Platelets are key players in the cardiovascular system, not only providing primary hemostasis, but also mediating inflammatory responses and cellular interactions. Gas6 is found in platelets from rats and mice (Ishimoto & Nakano 2000; Angelillo-Scherrer et al.
2001), and animals deficient in Gas6 are protected in thrombosis models and their platelets are less prone to activation (Angelillo-Scherrer et al. 2001). Both MerTK and Axl and to a lesser extent Tyro3, have been proposed as mediators of this function using knockout mice and antibody inhibition (Angelillo-Scherrer et al. 2001; Chen et al. 2004; Gould et al. 2005; Angelillo-Scherrer et al. 2005). However, further studies showed that the concentration of
Gas6 in human platelets was lower than the concentration found in plasma, and did not affect platelet response (Balogh et al. 2005; Clauser et al. 2006). Still, Gas6 could affect antiplatelet drug responsiveness (Burnier et al. 2006). Recently, the extracellular part of MerTK has been shown to be able to inhibit platelet aggregation and pulmonary embolism, further emphasizing that, at least in mice, the Gas6/TAM pathway is involved in hemostasis (Sather et al. 2007).

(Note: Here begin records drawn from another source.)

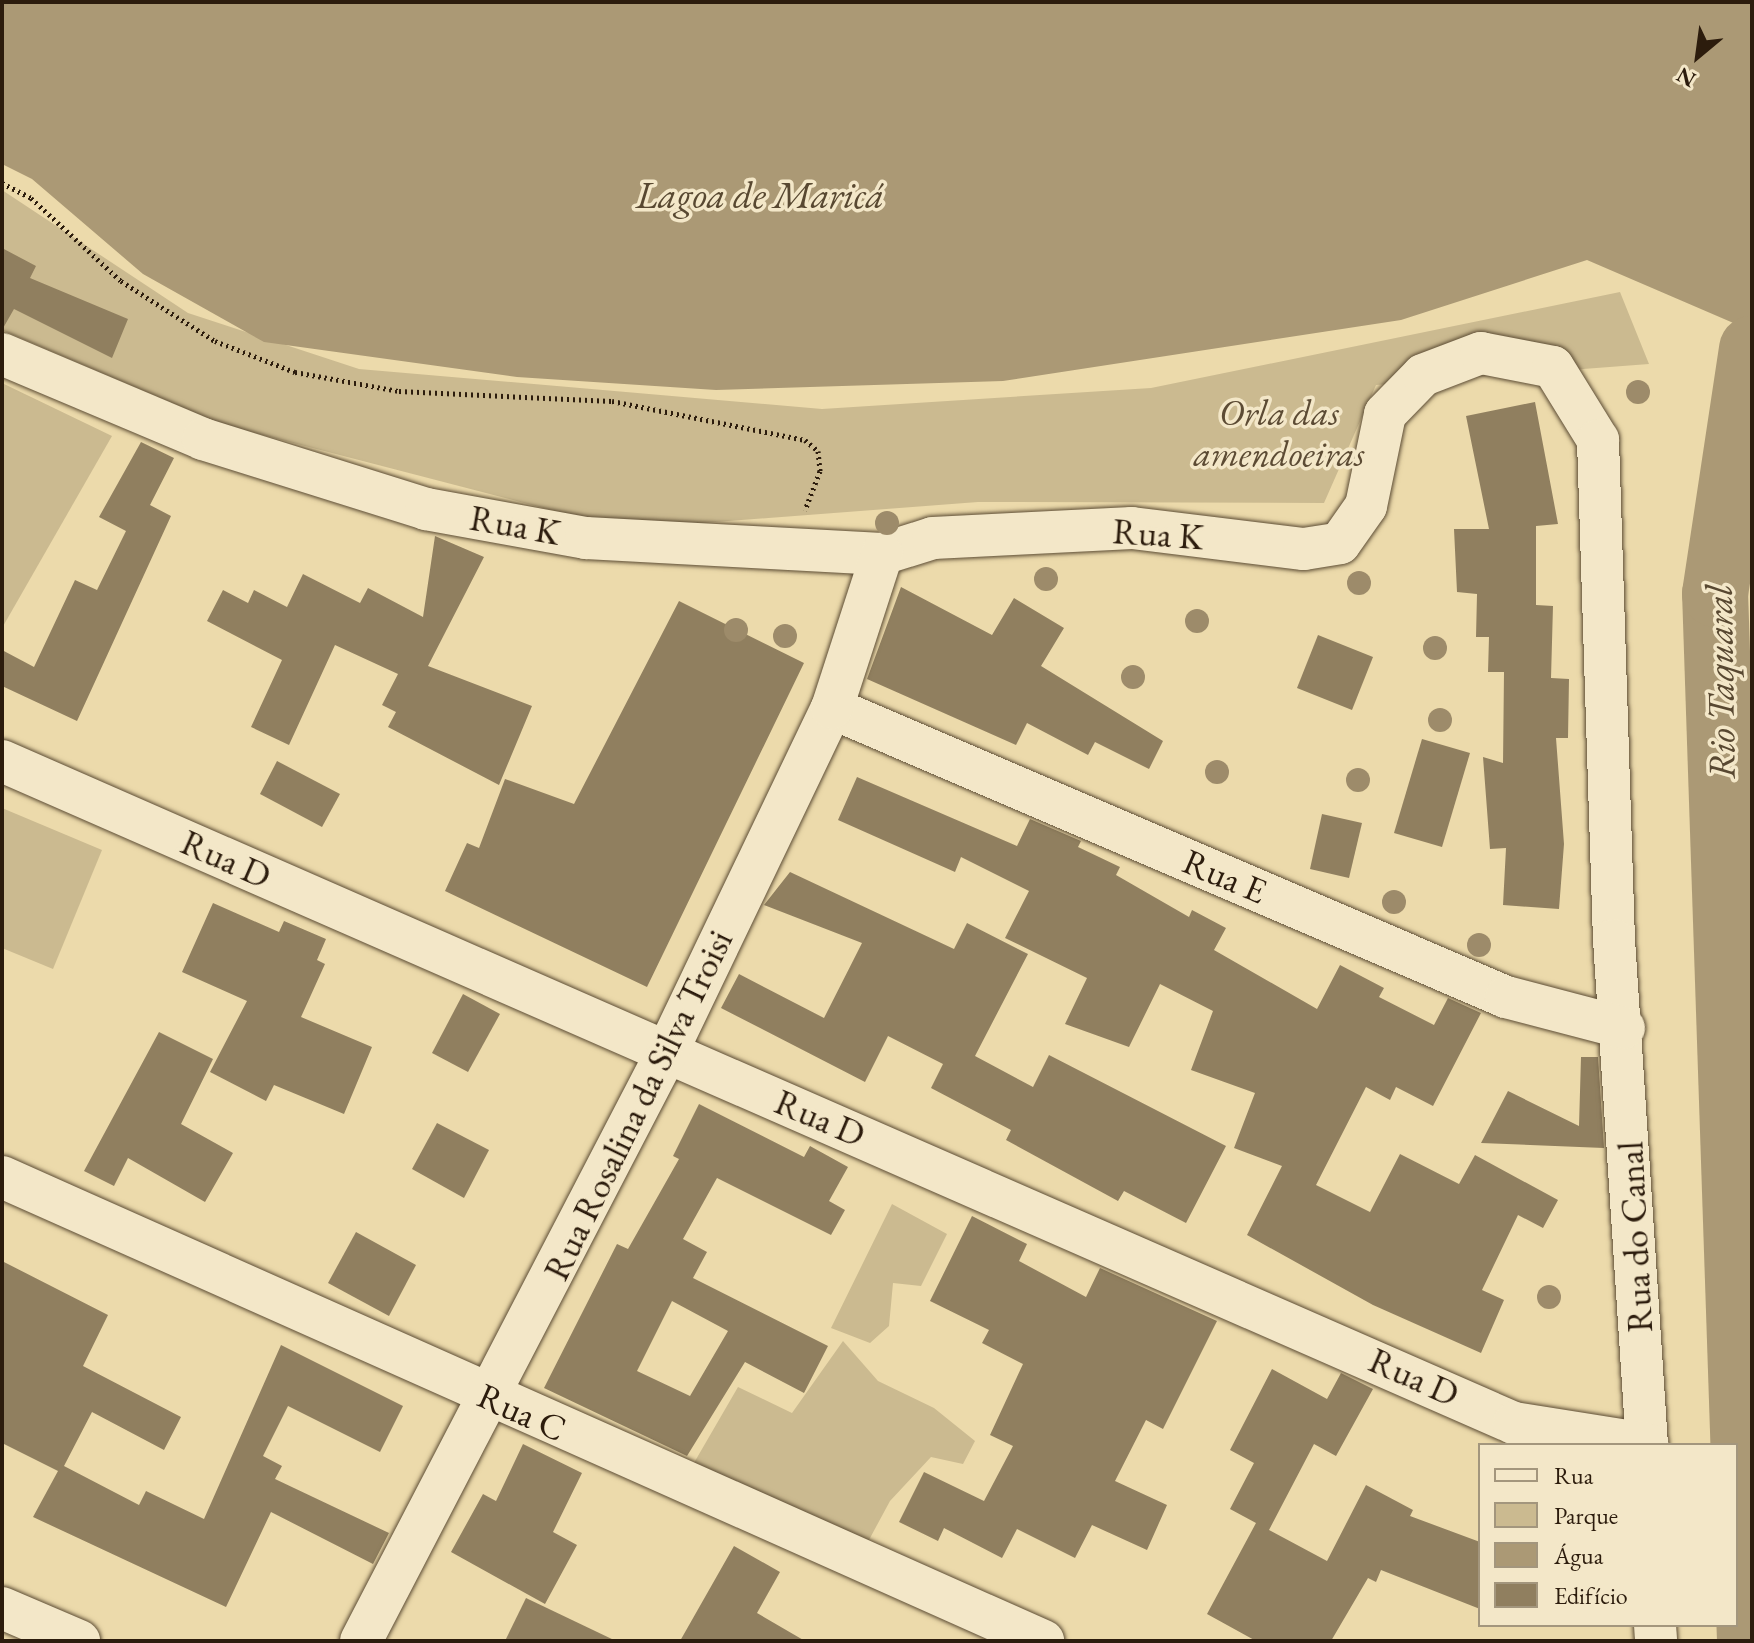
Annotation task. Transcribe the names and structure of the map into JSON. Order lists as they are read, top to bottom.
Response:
{
  "streets": {
    "street": [
      "Rua K",
      "Rua D",
      "Rua E",
      "Rua Rosalina da Silva Troisi",
      "Rua do Canal",
      "Rua C"
    ]
  },
  "crossings": [
    ["Rua K", "Rua E"],
    ["Rua K", "Rua Rosalina da Silva Troisi"],
    ["Rua K", "Rua do Canal"],
    ["Rua D", "Rua Rosalina da Silva Troisi"],
    ["Rua E", "Rua Rosalina da Silva Troisi"],
    ["Rua E", "Rua do Canal"],
    ["Rua Rosalina da Silva Troisi", "Rua C"]
  ],
  "water": ["Lagoa de Maricá", "Rio Taquaral"],
  "parks": ["Orla das amendoeiras"],
  "legend": [
    "Rua",
    "Parque",
    "Água",
    "Edifício"
  ],
  "north": "bottom left"
}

VI. Gas6 in innate immunity: a modulator of the inflammatory response
Cells from the immune system express TAM receptors and their ligands. TAMs are detected on antigen presenting cells from both peripheral blood or spleen, thymus and lymph nodes either with specific antibodies after cell sorting or by in situ hybridization (Neubauer et al. 1994; Lu & Lemke 2001; Behrens et al. 2003; Mahajan & Earp 2003; Sen et al. 2007). In contrast, TAMs are not expressed in granulocytes or blood lymphocytes (Neubauer et al.

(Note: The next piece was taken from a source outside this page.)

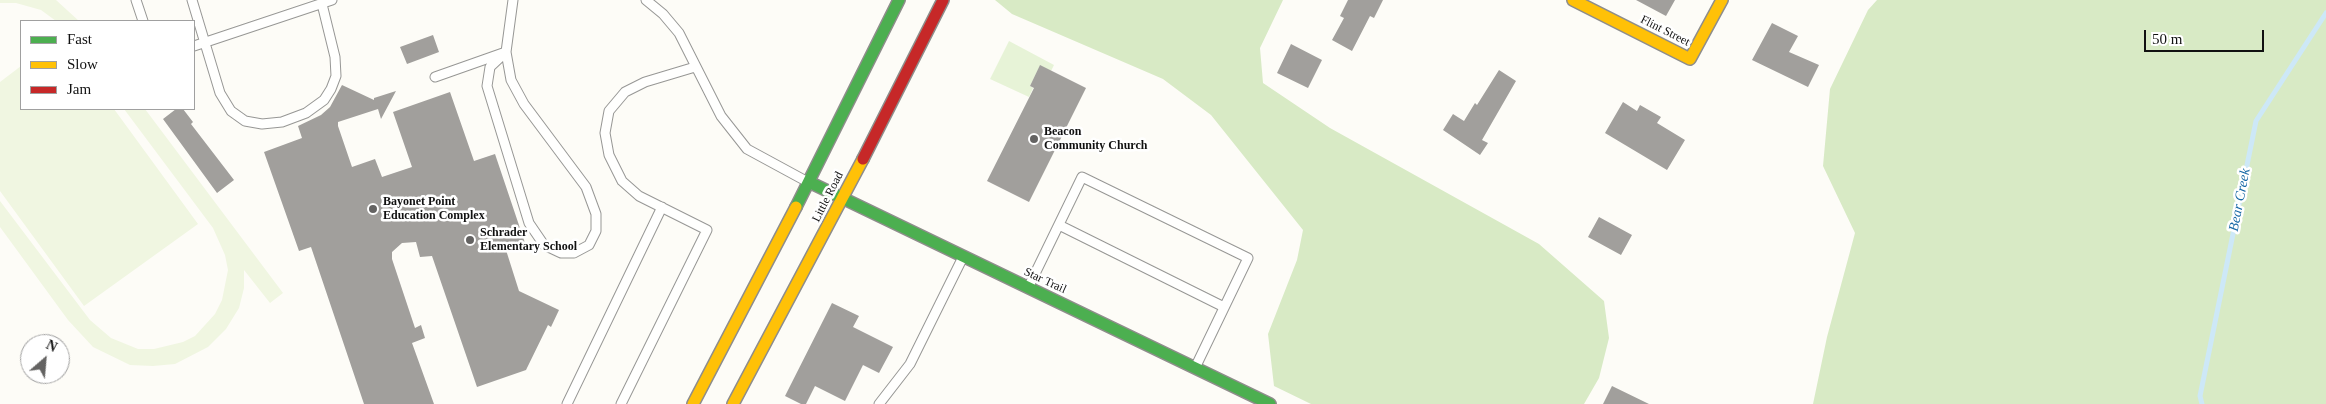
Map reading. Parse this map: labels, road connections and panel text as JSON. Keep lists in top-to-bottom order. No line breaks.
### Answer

1994; Graham et al. 1995). It is likely that most monocytic cells express more than one TAM receptor, although it cannot be excluded that certain populations express only specific receptors (Lu et al. 1999; Lemke & Lu 2003a). The function of TAM receptors in the immune system is dramatically illustrated in animals deficient in all three receptors (Lu et al
1999, Lu et al 2001). TAM deficient animals survive and do not present defects during early life. Peripheral lymphoid organs are normal, indicating a broadly normal hematopoiesis, but from one month of age, spleens and lymph nodes grow disproportionately, reaching 10 times the weight of these organs in wild type mice. While all three mutations are involved in this phenotype, the MerTK mutation produces the largest effect (Lu & Lemke 2001; Scott et al.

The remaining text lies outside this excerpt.